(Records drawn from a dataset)

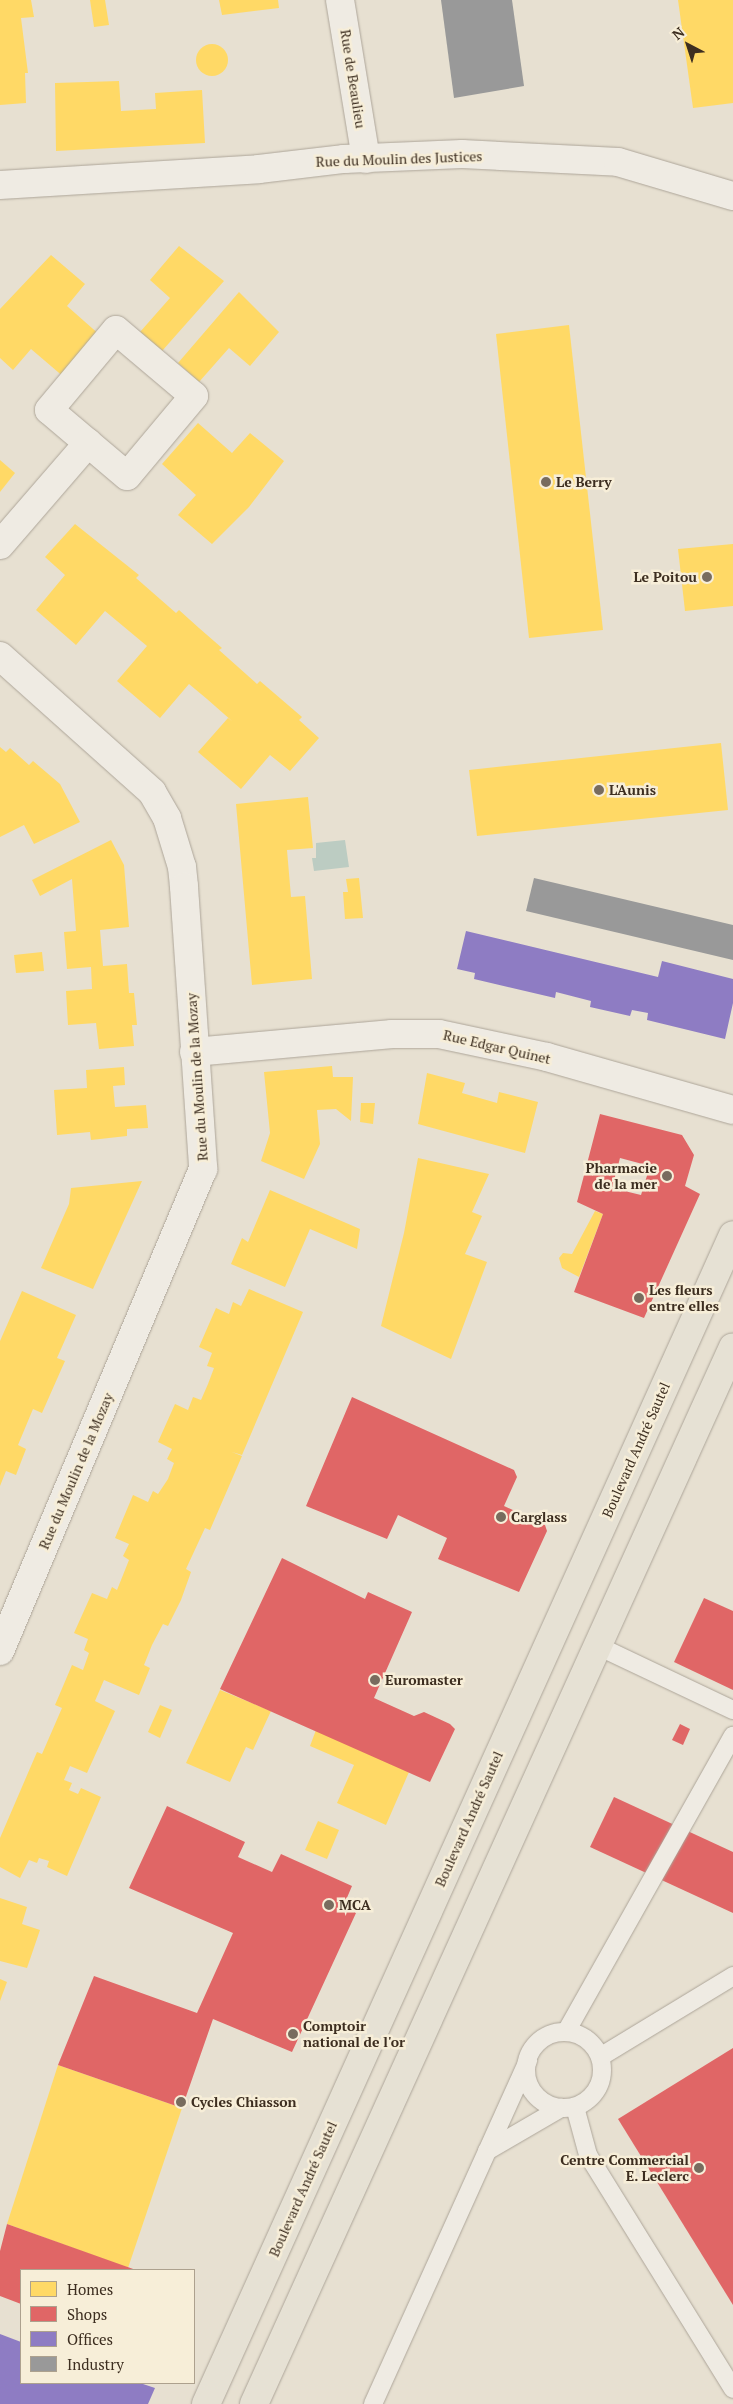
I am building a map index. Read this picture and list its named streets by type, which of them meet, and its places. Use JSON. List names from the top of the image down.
{
  "streets": {
    "main road": ["Boulevard André Sautel"],
    "street": [
      "Rue de Beaulieu",
      "Rue du Moulin des Justices",
      "Rue Edgar Quinet",
      "Rue du Moulin de la Mozay"
    ]
  },
  "crossings": [
    ["Rue de Beaulieu", "Rue du Moulin des Justices"],
    ["Rue Edgar Quinet", "Rue du Moulin de la Mozay"]
  ],
  "places": [
    "Le Berry",
    "Le Poitou",
    "L'Aunis",
    "Pharmacie de la mer",
    "Les fleurs entre elles",
    "Carglass",
    "Euromaster",
    "MCA",
    "Comptoir national de l'or",
    "Cycles Chiasson",
    "Centre Commercial E. Leclerc"
  ],
  "legend": [
    "Homes",
    "Shops",
    "Offices",
    "Industry"
  ],
  "north": "top left"
}
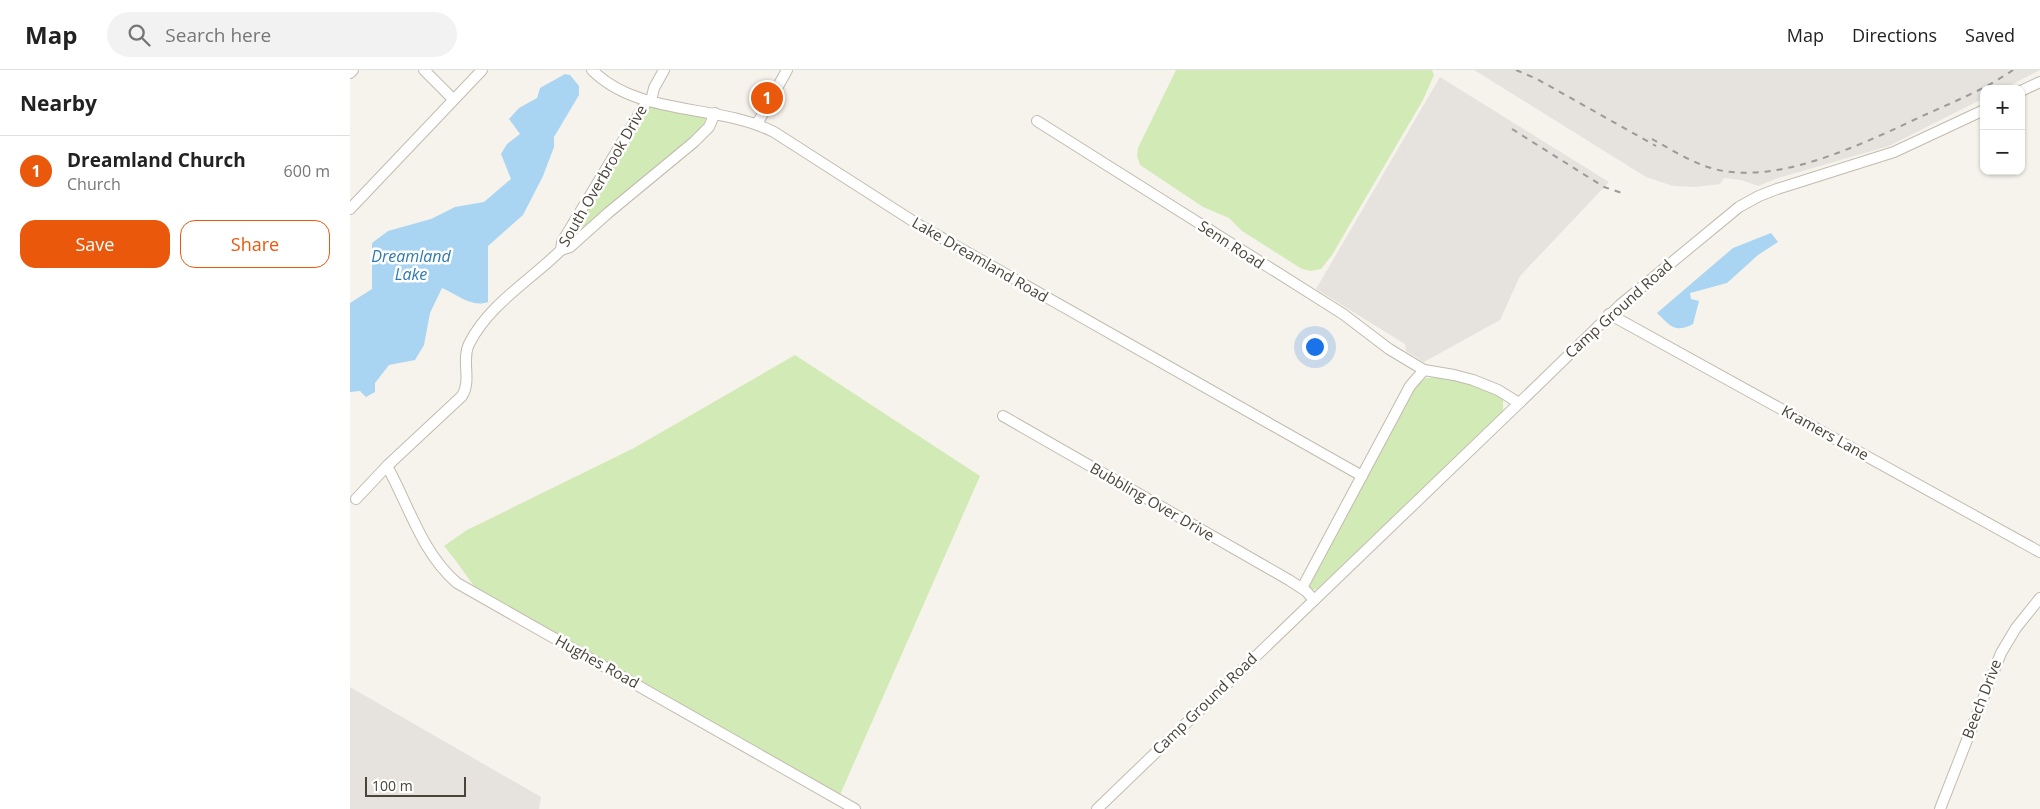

*Task instructions*. What is wanted is a word-for-word restatement of the entries, without their images.

*Written reply*.
I am building a map index. Read this picture and list its named streets by type, which of them meet, and its places. Use JSON. List names from the top of the image down.
{
  "streets": {
    "main road": ["Boulevard André Sautel"],
    "street": [
      "Rue de Beaulieu",
      "Rue du Moulin des Justices",
      "Rue Edgar Quinet",
      "Rue du Moulin de la Mozay"
    ]
  },
  "crossings": [
    ["Rue de Beaulieu", "Rue du Moulin des Justices"],
    ["Rue Edgar Quinet", "Rue du Moulin de la Mozay"]
  ],
  "places": [
    "Le Berry",
    "Le Poitou",
    "L'Aunis",
    "Pharmacie de la mer",
    "Les fleurs entre elles",
    "Carglass",
    "Euromaster",
    "MCA",
    "Comptoir national de l'or",
    "Cycles Chiasson",
    "Centre Commercial E. Leclerc"
  ],
  "legend": [
    "Homes",
    "Shops",
    "Offices",
    "Industry"
  ],
  "north": "top left"
}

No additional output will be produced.